On the Upholding of the Law

This week, I want to write about the upholding of the law.

Now, given the fact that we recently suffered a breakout and riot at Fox Hill Prison, you will be forgiven for thinking that this article is about that affair. And I hope you’ll forgive me when I tell you it isn’t. In fact, what I focus on in this article may strike you as a little trivial, given the magnitude of the recent lawlessness we’ve witnessed.

But I don’t think it is.

What seeded this topic in my mind, you see, wasn’t the riot, or the general indifference to petty crime all around us, or even the fact that even before January’s over we’ve had several murders to keep our police from growing too bored.

What seeded it was the fact that one day recently my father-in-law came to me and said, “I see they took the right house down.”

He was talking, of course, about the house that was supposed to have been demolished that day last February that my grandmother’s house was bulldozed. I found that very interesting, because to take that house down — even though it was the so-called “right” house — was in complete contravention of the law.

Of several laws, in fact.

The first one is a law relating to antiquities. A number of houses in Nassau have been listed as being of specific historic importance to the national and cultural patrimony of The Bahamas. Most of them are in the downtown area, and most of them were owned by the great and the good of bygone days, but not all of them fall into that category. In fact, several of the houses along East Bay Street and Dowdeswell Street are the houses of simpler people, made out of wood, a good example of how more ordinary people lived. Many of them were built by their owners, not by forced or hired labour, and they provide us with all we have to tell us about the people who were here before us. Houses that are listed are prohibited by law from being demolished.

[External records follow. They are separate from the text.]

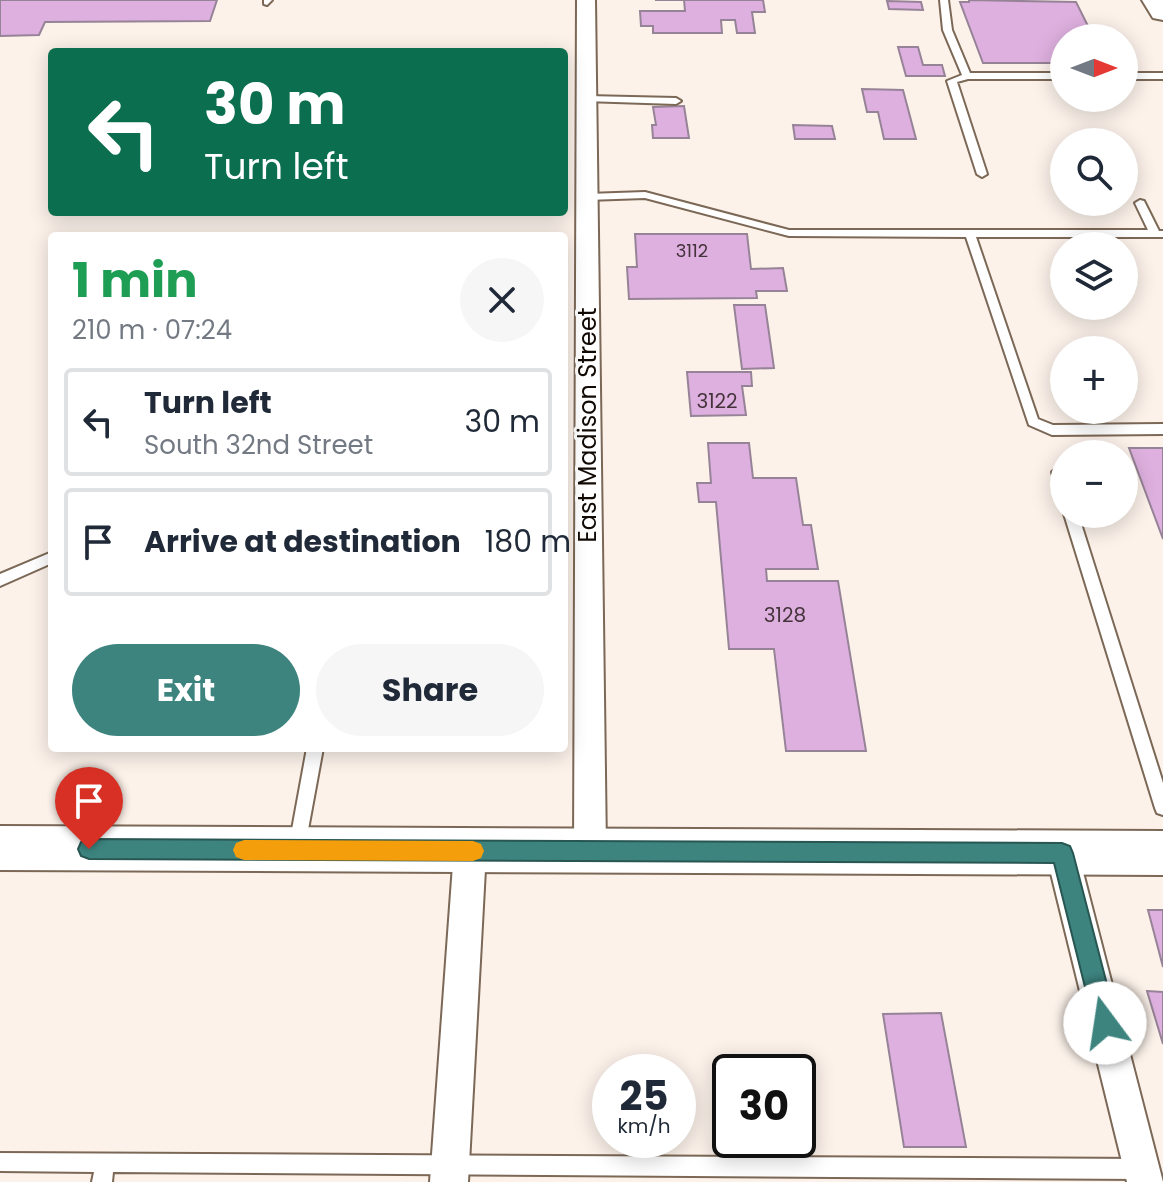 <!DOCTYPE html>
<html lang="en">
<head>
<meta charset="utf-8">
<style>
	:root { --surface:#fff; --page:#f6f6f7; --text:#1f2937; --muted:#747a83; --line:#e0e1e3; --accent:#3d847f }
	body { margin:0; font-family:Poppins,sans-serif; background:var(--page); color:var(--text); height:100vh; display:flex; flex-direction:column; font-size:30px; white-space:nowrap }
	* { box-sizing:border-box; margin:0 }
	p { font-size:26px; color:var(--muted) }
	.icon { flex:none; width:44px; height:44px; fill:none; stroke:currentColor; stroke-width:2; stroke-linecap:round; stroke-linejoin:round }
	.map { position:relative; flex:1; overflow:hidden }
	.drawer { position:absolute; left:48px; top:232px; width:520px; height:520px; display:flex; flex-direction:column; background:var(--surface); border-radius:8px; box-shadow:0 4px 20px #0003 }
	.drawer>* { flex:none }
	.top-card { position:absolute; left:48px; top:48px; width:520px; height:168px; border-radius:8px; box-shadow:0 4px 20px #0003; background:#0b6e4f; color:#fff; overflow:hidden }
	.needle { width:52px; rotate:90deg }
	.tools { position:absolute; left:1050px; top:24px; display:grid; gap:16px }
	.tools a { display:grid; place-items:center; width:88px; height:88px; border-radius:50%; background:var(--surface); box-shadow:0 4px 20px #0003; font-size:40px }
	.speed { position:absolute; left:592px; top:1054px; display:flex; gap:16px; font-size:40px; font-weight:700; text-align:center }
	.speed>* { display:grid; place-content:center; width:104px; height:104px; border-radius:50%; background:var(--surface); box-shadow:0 4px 20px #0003; line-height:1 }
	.speed small { font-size:20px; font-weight:400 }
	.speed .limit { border:4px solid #111; border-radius:12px; background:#fff; color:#111 }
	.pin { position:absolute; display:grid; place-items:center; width:68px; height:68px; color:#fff; margin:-82px -34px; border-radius:50% 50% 50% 0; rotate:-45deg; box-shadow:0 0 8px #0007 }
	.pin .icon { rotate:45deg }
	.me { position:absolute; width:88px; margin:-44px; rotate:346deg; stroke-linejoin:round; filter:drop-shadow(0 0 6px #0008) }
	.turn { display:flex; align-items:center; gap:28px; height:168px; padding:0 24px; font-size:36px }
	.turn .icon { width:104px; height:104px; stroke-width:2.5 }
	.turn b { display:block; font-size:56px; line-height:68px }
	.round { display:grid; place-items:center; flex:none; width:84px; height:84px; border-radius:42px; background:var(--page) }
	.overview { display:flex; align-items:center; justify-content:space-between; height:136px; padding:0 24px }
	h1 { font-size:48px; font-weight:700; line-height:60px; color:#1e9e55 }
	.primary-button { display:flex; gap:16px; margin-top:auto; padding:16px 24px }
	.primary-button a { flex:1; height:92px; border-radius:48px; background:var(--accent); color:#fff; font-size:32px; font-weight:700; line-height:92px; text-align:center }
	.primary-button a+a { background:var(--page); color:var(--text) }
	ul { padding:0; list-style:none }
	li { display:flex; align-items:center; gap:24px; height:108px; margin:0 16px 12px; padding:0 8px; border:4px solid var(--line); border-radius:8px }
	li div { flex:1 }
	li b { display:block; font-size:30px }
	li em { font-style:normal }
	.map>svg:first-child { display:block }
	.building { fill:#deb0df; stroke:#978397; stroke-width:2 }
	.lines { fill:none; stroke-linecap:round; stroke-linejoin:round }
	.service-casing { stroke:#7c6856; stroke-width:4 }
	.minor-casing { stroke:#7c6856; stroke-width:4 }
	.secondary-casing { stroke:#7c6856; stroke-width:4 }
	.primary-casing { stroke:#7c6856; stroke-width:4 }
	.service { fill:#fff; fill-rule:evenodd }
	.minor { fill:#fff; fill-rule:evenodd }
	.secondary { fill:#fff; fill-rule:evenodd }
	.primary { fill:#fff; fill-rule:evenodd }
	.route { fill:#3d847f; stroke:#285653; stroke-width:2 }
	.slow { fill:#f59e0b }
	.labels { text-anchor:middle; stroke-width:6; stroke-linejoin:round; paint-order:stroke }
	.far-number-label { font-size:18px; fill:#44333b }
	.number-label { font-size:20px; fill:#44333b }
	.street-label { font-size:24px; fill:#110904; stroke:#fff }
</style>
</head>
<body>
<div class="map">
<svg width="1163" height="1182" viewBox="0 0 1163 1182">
	<rect width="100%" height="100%" fill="#fcf2ea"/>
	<path class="building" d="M0 0H217L210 21 45 22 39 35 0 36Z
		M655 0H763L765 12H752L755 33H737L735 20H721L722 33H653V26H641L640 11H685L684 0Z
		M969 0 1076 2 1094 38H1064V63H983L960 2H969Z
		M887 1 921 2 923 10 889 9Z
		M898 47H918L923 65H942L945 76H906Z
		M862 89 903 90 916 139H884L878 112H867Z
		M684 106 689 138H653L652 125H656L653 107Z
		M793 125 832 126 835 139H795Z
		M635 234H747L751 269 783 268 787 291H756L757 298 629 299 627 267H637Z
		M734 305H765L774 368 742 369Z
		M687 372H751L752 386H742L746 415 691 416Z
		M708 443H749L753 478H796L803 525H811L818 569H766L767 581H838L866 751H786L774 649H729L716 502H699L697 483H711Z
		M1129 448H1163V539Z
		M1148 910H1163V967Z
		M1147 991 1163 992V1044Z
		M941 1013 966 1147H904L883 1014Z"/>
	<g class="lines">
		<g class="service-casing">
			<path id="service" d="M264 0H272L267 5 264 4Z
				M940 0H948L952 30 970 73H1064V79H968L957 82 987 174 982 177 977 174 947 81 962 75 943 30Z
				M1124 73H1163V79H1124Z
				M587 96 676 98 681 101 676 104 584 101 582 99Z
				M645 192 789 230H1148L1135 203 1140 200 1144 201 1159 231H1163V237H976L1038 419 1053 425 1163 424V434L1052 435 1029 425 966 237 789 236 645 198 587 200 582 197 587 194Z
				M1058 467 1064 471V497L1057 492 1052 472Z
				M1064 514H1078L1163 783V815L1157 813 1155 808Z
				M52 552V563L0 586V574Z
				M307 748H323L305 846 303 851 297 854 291 851 289 846Z
				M0 1153 1142 1159 1149 1162 1152 1169 1149 1176 1142 1179 113 1172 112 1182H92L94 1172 0 1171Z"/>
		</g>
		<g class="minor-casing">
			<path id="minor" d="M577 0H595L606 850 601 861 590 865 579 861 574 850Z
				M470 836 482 840 486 851 468 1182H430L454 851 458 840Z
				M1062 837 1074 842 1078 853 1163 1182H1127L1046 853 1050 842Z"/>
		</g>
		<g class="secondary-casing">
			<path id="secondary" d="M0 826 1163 831V875L0 870Z"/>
		</g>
		<g class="primary-casing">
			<path id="primary" d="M1142 0H1163V20L1153 18Z"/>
		</g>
		<use href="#service" class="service"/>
		<use href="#minor" class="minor"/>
		<use href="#secondary" class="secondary"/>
		<use href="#primary" class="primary"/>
	</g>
	<path class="route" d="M89 839 1062 843 1070 846 1073 853 1117 1023 1114 1032 1105 1035 1097 1032 1094 1023 1054 863 89 859 81 856 78 849 81 842Z"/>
	<path class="slow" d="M244 840 473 841 481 844 484 851 481 858 473 861 244 860 236 857 233 850 236 843Z"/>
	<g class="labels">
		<g class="far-number-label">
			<text x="692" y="257">3112</text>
		</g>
		<g class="number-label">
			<text x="717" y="408">3122</text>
			<text x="785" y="622">3128</text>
		</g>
		<g class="street-label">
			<text transform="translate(588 425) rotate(-90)" y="8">East Madison Street</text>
		</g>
	</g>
</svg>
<div class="tools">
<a><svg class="needle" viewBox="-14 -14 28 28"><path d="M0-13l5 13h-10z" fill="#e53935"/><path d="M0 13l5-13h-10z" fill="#747a83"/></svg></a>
<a><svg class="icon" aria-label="search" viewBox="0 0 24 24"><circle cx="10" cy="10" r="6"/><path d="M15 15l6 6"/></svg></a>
<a><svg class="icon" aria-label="layers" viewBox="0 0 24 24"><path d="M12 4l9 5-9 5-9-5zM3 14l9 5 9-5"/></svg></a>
<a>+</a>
<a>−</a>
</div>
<div class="speed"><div>25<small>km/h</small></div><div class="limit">30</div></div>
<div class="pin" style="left:89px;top:849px;background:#d93025"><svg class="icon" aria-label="arrive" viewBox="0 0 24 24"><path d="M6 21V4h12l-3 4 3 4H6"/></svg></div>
<svg class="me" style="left:1105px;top:1023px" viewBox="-20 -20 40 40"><circle r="19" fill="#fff"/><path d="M0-13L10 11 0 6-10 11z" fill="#3d847f"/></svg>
<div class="top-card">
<div class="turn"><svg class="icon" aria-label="left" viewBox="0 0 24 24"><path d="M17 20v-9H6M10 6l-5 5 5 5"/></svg><div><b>30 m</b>Turn left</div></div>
</div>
<section class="drawer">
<div class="overview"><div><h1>1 min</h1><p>210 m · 07:24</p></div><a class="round"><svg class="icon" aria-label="close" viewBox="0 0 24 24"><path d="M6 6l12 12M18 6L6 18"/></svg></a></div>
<ul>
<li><svg class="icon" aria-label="left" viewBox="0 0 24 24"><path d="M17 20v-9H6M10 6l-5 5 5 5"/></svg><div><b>Turn left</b><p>South 32nd Street</p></div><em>30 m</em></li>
<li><svg class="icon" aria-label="arrive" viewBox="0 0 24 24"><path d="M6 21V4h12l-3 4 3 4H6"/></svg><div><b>Arrive at destination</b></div><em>180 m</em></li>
</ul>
<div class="primary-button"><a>Exit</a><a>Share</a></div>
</section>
</div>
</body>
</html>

The second is a law relating to demolition in general. In order for a building to be demolished, application has to have been made to the Ministry of Works for a demolition order, and the order must be publicly displayed before the demolition takes place. This allows people to know that at some point this building will be coming down, and limits the chance that any human being who has taken to using the building as a shelter is accidentally injured or killed in the process. It also allows for people’s homes not to be removed while they are at work, and it theoretically prohibits horrible mistakes — like the one that happened to my grandmother’s house — being made.

I can hear you now: “So what? People do that all the time.”

And people do it all the time. In fact, there’s a culture of taking down buildings secretly. I know as well as you do that Sundays are the preferred days for taking down buildings secretly, because most of the world is in church, and the chances of getting caught are slim.

You know what we say. A crime is only a crime if you get caught. If you don’t, it’s smart action.

The problem is, in this case, it wouldn’t really matter if you did get caught. This crime is the kind of crime that a wealthy person can afford to commit. There are laws on the books against taking down historic buildings, but there aren’t any real penalties for contravening the laws. If you’re caught (and no one seems to be caught) you can be fined. You can also be fined for doing what most people do, and what some are forced to do by the high cost of building in this town – leaving the building there to rot on its own. But there’s no other penalty but that.

Sometimes it’s a better business proposition to take the risk and pay the price.

So Cascadilla on East Street, a building that once defined much of what is excellent about indigenous Bahamian architecture, is rotting where it stands. It can’t be torn down (except by decree of the government, which as we all well know is above the law), and it’s expensive to fix up. And so it’s dropping down.

And so the house on East Bay Street in which Miss Ivy Stuart-Kamler taught piano lessons to many of the people who later became piano teachers themselves was pulled down on a Sunday while nobody was looking.

And so my grandmother’s house, which was one of the last standing examples of middle class black families’ homes, was bulldozed last February.

And so on and on, despite the fact that there are laws against it. And nobody says a word.

And that brings me to the recent prison break and riot, at the risk of indulging in emotional fallacies. Because there are parallels that exist. I’m told (and this tale could be wrong) that the break-out could have been avoided, because at least one civilian knew about it before it happened. But because our culture has made it our business to turn a blind eye to activities that break the law until they affect us personally, those civilians kept their information to themselves.

The thing is, there’s a connection between white-collar crime and crime of collars of many colours. The connection isn’t in the magnitude of the action. There isn’t any real correlation, after all, between the murder of a prison officer and the demolition of a house. The connection lies within us. Every time we turn a blind eye to white-collar crimes which are committed in full knowledge of the law, it makes it much easier for us to ignore all the rest.

One thought on “On the Upholding of the Law

  1. O Nico I so sorry you have lost that lovely old house. My grandparents East Bay home was destroyed in the 1990s. We build fantasy lands for tourists across the harbour and raze our own historic neighbourhoods to the ground. I stand with you, crying shame.